Tērā te wakatere kua wehe i ngā tai o Waitemata, me he waka hourua i takea mai i Sava’i, i Upolu. He aha rā ia tēnei waka e whakaripiripi atu nei ki tua o taharangi? He pitomata, he māramatanga, he mōhiotanga.
Kei te ihu pākiki, tērā tētahi wānanga hei ūnga mō tō wakatere.
Kimihia, rapua te puiaki o te kura huna.
This week Uia (John) Patolo, our dear friend and colleague, began his time as a 'short-term visiting scholar' at the prestigious Smithsonian Institution in Washington DC. John is a statistical data analyst and researcher in Te Ipukarea. He has worked on several research projects over the last few years including the Dictionary of Cook Islands Languages and the report on the Te Aka English- Māori, Māori – English Online dictionary pop-up survey.
John is a role model for mature students, particularly parents, returning to university. Having completed his Bachelor of Arts in 2008 and his Master of Arts in 2014, John is currently a doctoral candidate in Te Whare o Rongomaurikura - The International Centre for Language Revitalisation, within Te Ipukarea.
John's thesis, ‘O a mai oe? Samoa language in diaspora Aotearoa/New Zealand’, will contribute enormously to understanding the health of Pacific languages in Aotearoa/New Zealand. His research will examine the data from the New Zealand Census of Population and Dwellings 1996, 2001, 2006 and 2013 with a focus on 2013. In addition to the secondary data, John will collect primary data from a language attitudinal survey administered to a sample of 3,000 Pacific peoples. The research will compare Pacific peoples but will drill down into the Samoan ethnic group.
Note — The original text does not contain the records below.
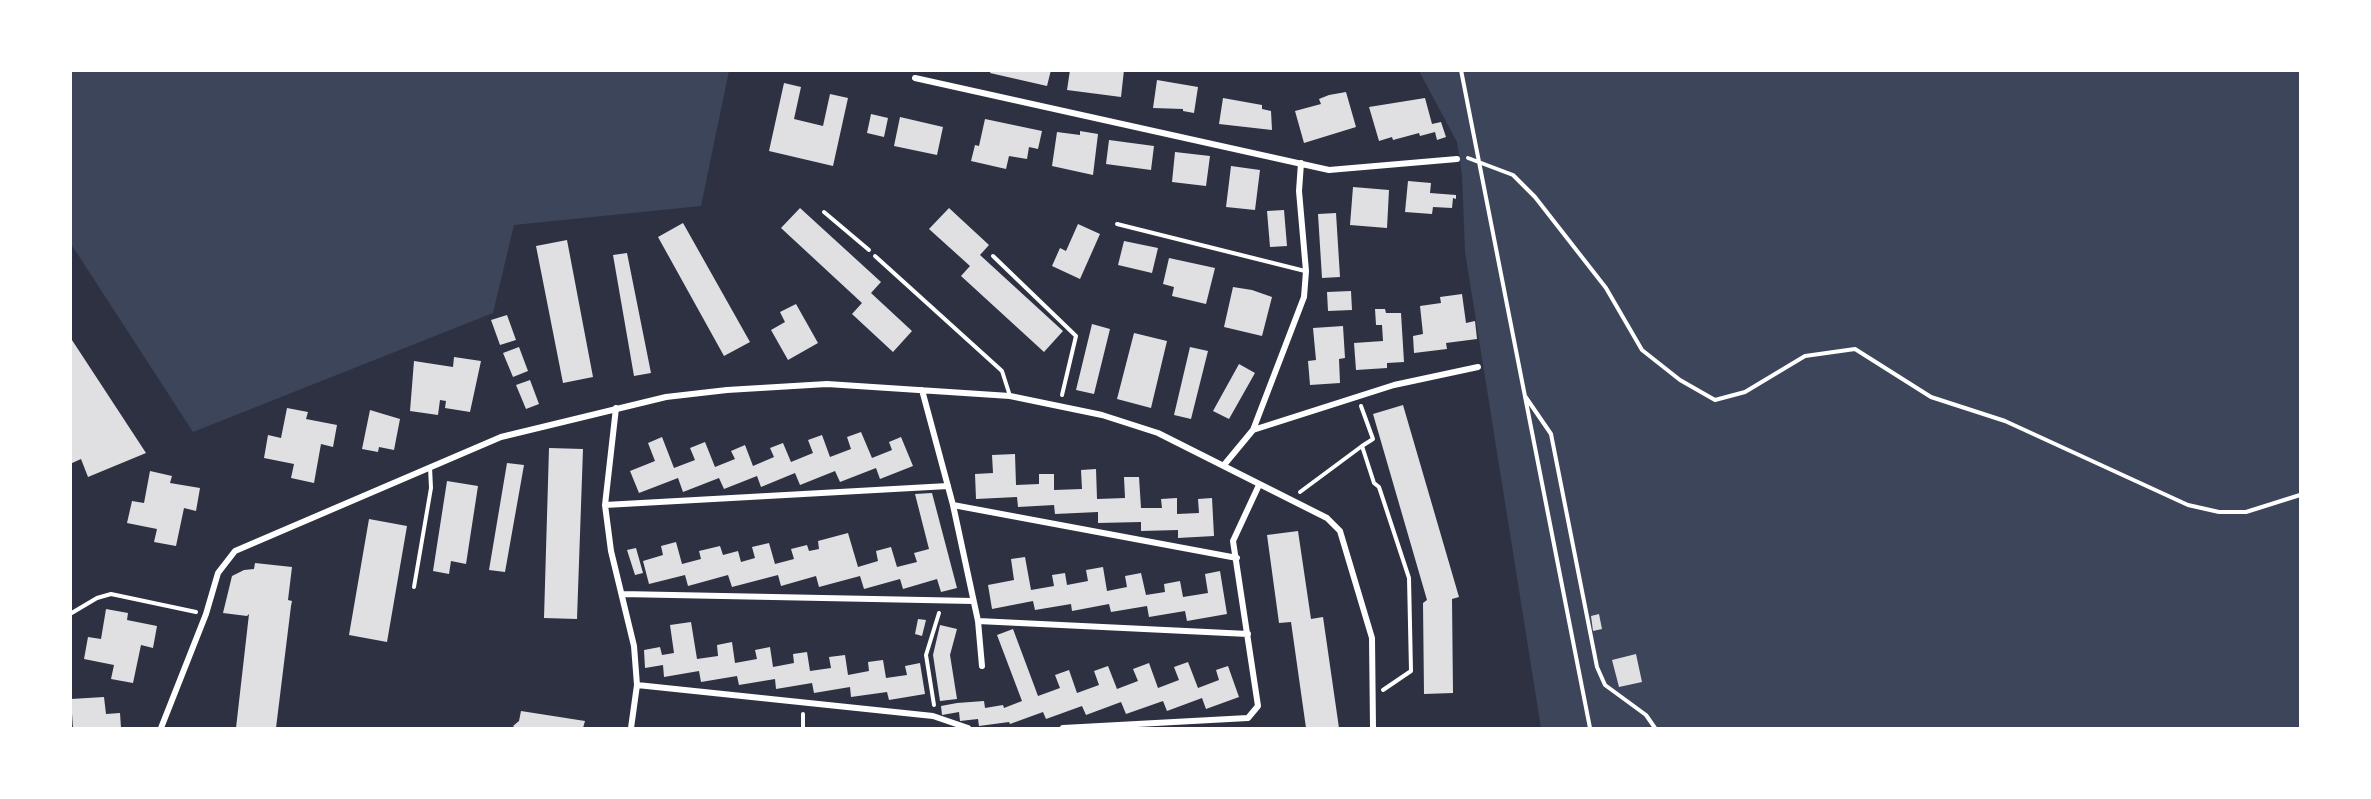 <!DOCTYPE html>
<style>
body{margin:0}
#map{position:relative;width:2371px;height:799px;overflow:hidden;background:#2d3142;font-family:"Titillium Web",sans-serif}
canvas{display:block}
.frame{position:absolute;inset:0;border:72px solid #fff;pointer-events:none}
</style>
<div id="map">
<canvas width="2371" height="799"></canvas>
<div class="frame"></div>
</div>
<script>
const c = document.querySelector('canvas').getContext('2d');
c.lineJoin = 'round';
function fill(path, color) { c.fillStyle = color; c.fill(path, 'evenodd'); }
const toPath = rows => new Path2D(rows.map(r => 'M' + r).join(''));
function stroke(path, color, width, dash) { c.strokeStyle = color; c.lineWidth = width; c.lineCap = dash ? 'butt' : 'round'; c.setLineDash(dash || []); c.stroke(path); }
const green = toPath([
 [71,70,729,70,729,71,701,206,514,225,493,313,193,432,71,244],
 [1419,71,2300,71,2300,728,1541,728,1465,252,1462,175,1457,142]
]);
const building = toPath([
 [991,70,1051,70,1047,86,990,73],
 [1070,70,1124,70,1121,97,1067,90],
 [1157,80,1198,87,1194,113,1183,111,1183,109,1153,108],
 [784,83,801,87,794,119,823,126,830,94,848,98,833,166,769,151],
 [1346,92,1356,127,1304,143,1295,111,1321,104,1319,99,1329,95],
 [1223,98,1262,105,1262,109,1271,111,1272,130,1219,124],
 [1425,98,1432,124,1441,122,1446,137,1437,140,1435,132,1420,136,1419,133,1393,140,1392,137,1379,141,1369,107],
 [871,114,888,118,884,137,867,133],
 [900,117,943,127,937,155,894,146],
 [985,119,1042,131,1038,149,1029,147,1027,159,1009,156,1006,169,971,161,975,145,979,146],
 [1080,131,1098,134,1093,175,1052,166,1057,132,1080,135],
 [1109,140,1154,146,1151,170,1106,164],
 [1175,152,1210,156,1206,186,1172,182],
 [1231,166,1260,170,1255,210,1226,207],
 [1408,181,1431,183,1430,193,1456,195,1456,199,1453,198,1452,208,1433,207,1432,214,1405,212],
 [1353,187,1389,190,1387,228,1350,225],
 [800,208,881,282,871,293,912,331,893,352,852,314,862,303,781,228],
 [949,208,989,245,980,255,1063,331,1044,352,961,276,970,266,929,229],
 [1284,210,1287,246,1270,247,1267,211],
 [1336,213,1340,277,1322,278,1318,214],
 [683,223,750,342,724,356,658,237],
 [1078,224,1100,234,1080,279,1052,266,1060,248,1066,251],
 [567,240,593,377,563,383,536,246],
 [1124,241,1158,248,1152,273,1118,265],
 [627,253,651,373,634,376,613,255],
 [1169,258,1215,268,1206,304,1172,296,1174,287,1163,284],
 [1233,287,1252,290,1272,297,1262,336,1224,327],
 [1351,291,1352,310,1328,311,1327,292],
 [1462,294,1466,323,1475,321,1477,339,1446,343,1447,349,1414,353,1413,336,1423,334,1420,306,1441,303,1440,297],
 [796,304,818,343,788,360,771,330,785,322,780,312],
 [1375,309,1385,309,1386,313,1401,313,1404,362,1387,363,1387,368,1356,370,1354,343,1383,341,1382,325,1376,325],
 [507,315,516,340,500,345,491,320],
 [1092,324,1110,329,1094,394,1076,390],
 [1343,326,1345,358,1339,359,1340,383,1310,385,1308,361,1316,360,1313,328],
 [1134,333,1167,341,1151,408,1117,399],
 [70,337,146,453,88,477,81,459,70,464],
 [519,347,528,371,513,377,503,353],
 [1190,347,1208,351,1191,419,1174,415],
 [454,357,481,361,470,412,445,408,446,401,440,400,438,415,410,411,414,361,453,367],
 [1239,364,1255,373,1229,419,1213,411],
 [530,380,539,404,526,409,516,385],
 [1403,405,1459,597,1452,599,1453,693,1424,694,1423,603,1427,600,1373,414],
 [287,408,308,412,306,419,337,425,333,447,321,444,314,483,291,478,294,464,264,458,268,435,281,438],
 [370,410,400,419,394,450,379,447,378,452,362,449],
 [861,432,872,458,892,450,889,442,901,437,913,466,880,479,876,468,840,482,835,471,800,485,795,473,761,487,757,476,724,489,719,478,683,492,678,478,639,493,630,471,655,461,648,443,662,437,674,468,695,460,690,448,705,442,715,467,735,459,731,451,745,445,753,466,774,457,770,448,783,443,791,462,813,453,808,440,822,435,830,457,851,449,847,437],
 [549,448,583,449,577,619,544,618],
 [1015,454,1016,485,1039,484,1039,474,1054,474,1054,490,1082,489,1081,470,1096,469,1097,499,1125,498,1124,477,1139,477,1141,508,1162,508,1161,499,1177,498,1177,514,1199,513,1198,499,1212,498,1214,536,1178,538,1178,530,1141,531,1141,522,1098,523,1098,512,1055,514,1054,505,1018,507,1017,497,976,499,975,474,993,473,992,455],
 [507,463,524,465,505,572,489,570],
 [150,471,172,476,170,483,200,488,196,511,184,508,176,546,154,542,157,529,127,523,132,501,144,503],
 [447,481,478,486,466,564,451,561,449,574,433,571],
 [932,493,957,588,941,592,937,579,903,589,900,579,864,589,860,576,819,587,816,576,781,586,778,575,732,587,728,575,688,586,685,575,649,584,643,561,663,555,661,546,676,542,682,564,701,559,699,551,720,546,723,555,738,551,741,562,755,558,752,547,769,543,775,564,794,559,791,549,807,545,809,551,819,549,818,541,848,533,858,567,878,561,876,551,891,547,897,567,917,562,914,553,929,549,915,494],
 [369,519,407,526,387,642,349,635],
 [1298,531,1311,619,1323,617,1339,728,1306,728,1291,622,1279,623,1267,535],
 [636,548,643,573,635,575,627,550],
 [1025,557,1031,590,1054,586,1052,575,1065,573,1067,585,1088,581,1086,570,1103,567,1107,591,1127,587,1125,576,1141,573,1146,595,1165,592,1164,584,1180,581,1183,597,1208,593,1205,574,1220,571,1227,614,1187,621,1185,611,1149,617,1147,606,1111,612,1109,604,1072,611,1071,604,1035,610,1033,601,992,609,988,585,1014,580,1011,559],
 [255,563,292,567,288,600,292,601,291,606,276,728,236,728,249,614,247,616,223,613,232,576,244,570,254,569],
 [106,609,128,613,127,620,157,626,153,648,141,645,133,683,111,679,114,665,84,659,88,637,101,639],
 [1599,614,1602,629,1593,631,1591,616],
 [918,619,926,620,922,636,915,634],
 [691,622,697,659,718,656,717,645,732,642,735,663,757,659,755,650,770,647,773,667,794,663,793,654,807,652,810,671,831,668,829,657,845,655,848,675,869,671,868,662,883,660,886,678,907,675,905,666,920,663,925,694,889,700,887,692,851,697,850,687,814,693,812,683,776,689,775,679,739,685,737,676,701,682,699,671,664,677,663,665,645,668,644,650,660,647,662,655,674,653,670,625],
 [940,625,957,629,950,655,957,699,940,701,933,655],
 [1013,629,1038,696,1060,688,1055,675,1069,670,1077,693,1099,685,1094,671,1108,666,1117,689,1138,681,1133,669,1149,663,1158,688,1179,680,1174,667,1188,662,1198,688,1219,680,1216,670,1228,666,1239,697,1206,709,1202,698,1167,711,1163,701,1126,714,1121,702,1086,715,1082,706,1046,719,1043,712,1010,724,1009,722,979,726,978,719,960,721,959,712,942,715,941,706,957,703,984,701,985,708,1003,705,1004,708,1022,701,997,635],
 [1636,654,1642,682,1619,687,1612,660],
 [104,697,106,714,120,713,121,728,73,728,71,699],
 [521,711,585,721,583,728,515,728,513,726,519,721]
]);
const path = toPath([
 [1461,70,1590,728],
 [1468,158,1513,175,1535,197,1606,288,1642,350,1680,380,1715,400,1745,392,1805,356,1855,349,1931,397,2005,421,2188,505,2219,512,2246,512,2300,495],
 [824,212,869,250],
 [993,256,1076,336,1062,395],
 [1525,396,1551,434,1597,667,1605,685,1646,715,1655,728],
 [1361,406,1373,439,1362,446,1374,483,1379,487,1409,578,1411,671,1383,690],
 [1300,492,1362,446],
 [70,614,97,598,111,594,196,612],
 [934,705,926,655,939,613],
 [803,728,803,714]
]);
const service = toPath([
 [1117,224,1305,271],
 [875,256,1002,371,1010,396],
 [414,587,431,488,430,467]
]);
const minor = toPath([
 [915,78,1329,170,1457,159],
 [922,390,953,505,978,621,982,666],
 [616,408,605,505,611,551,634,646,637,685,631,728],
 [1253,430,1394,385,1478,367],
 [1224,465,1253,430,1304,297,1306,271,1299,191,1301,163],
 [605,505,948,486],
 [953,505,1237,558],
 [622,594,973,601],
 [978,621,1248,634],
 [637,685,933,716,968,728],
 [161,728,206,614,218,573,235,551,501,437,666,397,727,390,827,384,1010,396,1102,415,1158,433,1327,518,1340,531,1372,638,1373,728],
 [1063,728,1248,718,1258,706,1233,541,1259,485]
]);
fill(green, '#3c4559');
fill(building, '#e0e0e3');
stroke(path, '#fff', 4);
stroke(service, '#fff', 4);
stroke(minor, '#fff', 6);
</script>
John's experience at the Smithsonian will help inform his doctoral research and his work within Te Ipukarea and the Centre.
John was awarded the position at the Smithsonian through AUT InterNZ in October 2016. He is the first person to take up this particular internship and is one of two Te Ipukarea team members to be awarded AUT interNZ internships in 2016 (for 2017) - we farewelled Toiroa Williams last month, who is on the opposite coast to John, at the Sundance Institute in LA.
Founded in 1846, the Smithsonian is home to the world's largest museum, education, and research complex. John's position will be with Recovering Voices, a collaborative initiative of the National Museum of Natural History, the National Museum of the American Indian, and the Center for Folklife and Cultural Heritage. Recovering Voices responds to the problem of language and knowledge endangerment by capitalizing on the Institution’s research and collections assets to support communities around the world working towards language, culture and knowledge revitalisation.
John is tasked with working on the analysis of the Global Survey of Language Revitalisation Efforts, the first of its kind in the world. The information provided by the respondents will allow a comparative analysis of the factors that may improve the outcomes of revitalisation efforts. The results are expected to yield insights of value to revitalisation practitioners around the world.
John will be working under the guidance of Dr Gabriela Pérez Báez, Curator of Linguistics, Co-Director of the National Breath of Life Archival Institute for Indigenous Languages and Director of the Global Survey of Language Revitalisation Efforts at the Smithsonian. Dr Gabriela Pérez Báez is also a Fellow of Te Whare o Rongomaurikura – The International Centre of Language Revitalisation, within Te Ipukarea.
John will be away for three months and will return to us mid-year. It is an amazing opportunity for John and, without a doubt, he will make the most of this experience. Te Ipukarea and the Centre will also benefit through the knowledge, skills, and experience John gains during his time at the Smithsonian, particularly the insight regarding surveys as a tool to gather information from communities globally, working to save their endangered languages. This knowledge will help to inform future research projects and initiatives within Te Ipukarea and Te Whare o Rongomaurikura - The International Centre for Language Revitalisation.
Nō reira, kei te hoa, Uia, tēnei te tuku i ō mātou mihi ki a koe kua peka atu ki whenua kē atu, ko mātou kua mahue ake nei tēnei e tatari mai ana kia hoki ora mai koe. Ka mutu, kia haere tū atu nōu e takahi nei i ngā huarahi mātauranga kei mua i tō aroaro, ā, hoki Hāmoa mai rā koe e hoa, e Uia, ki te wā kāinga. Noho mārie atu i raro i ngā tauwhirotanga a tō Matua-nui-i-te-rangi, te ariki o ngā ariki, nāna nei ngā mea katoa.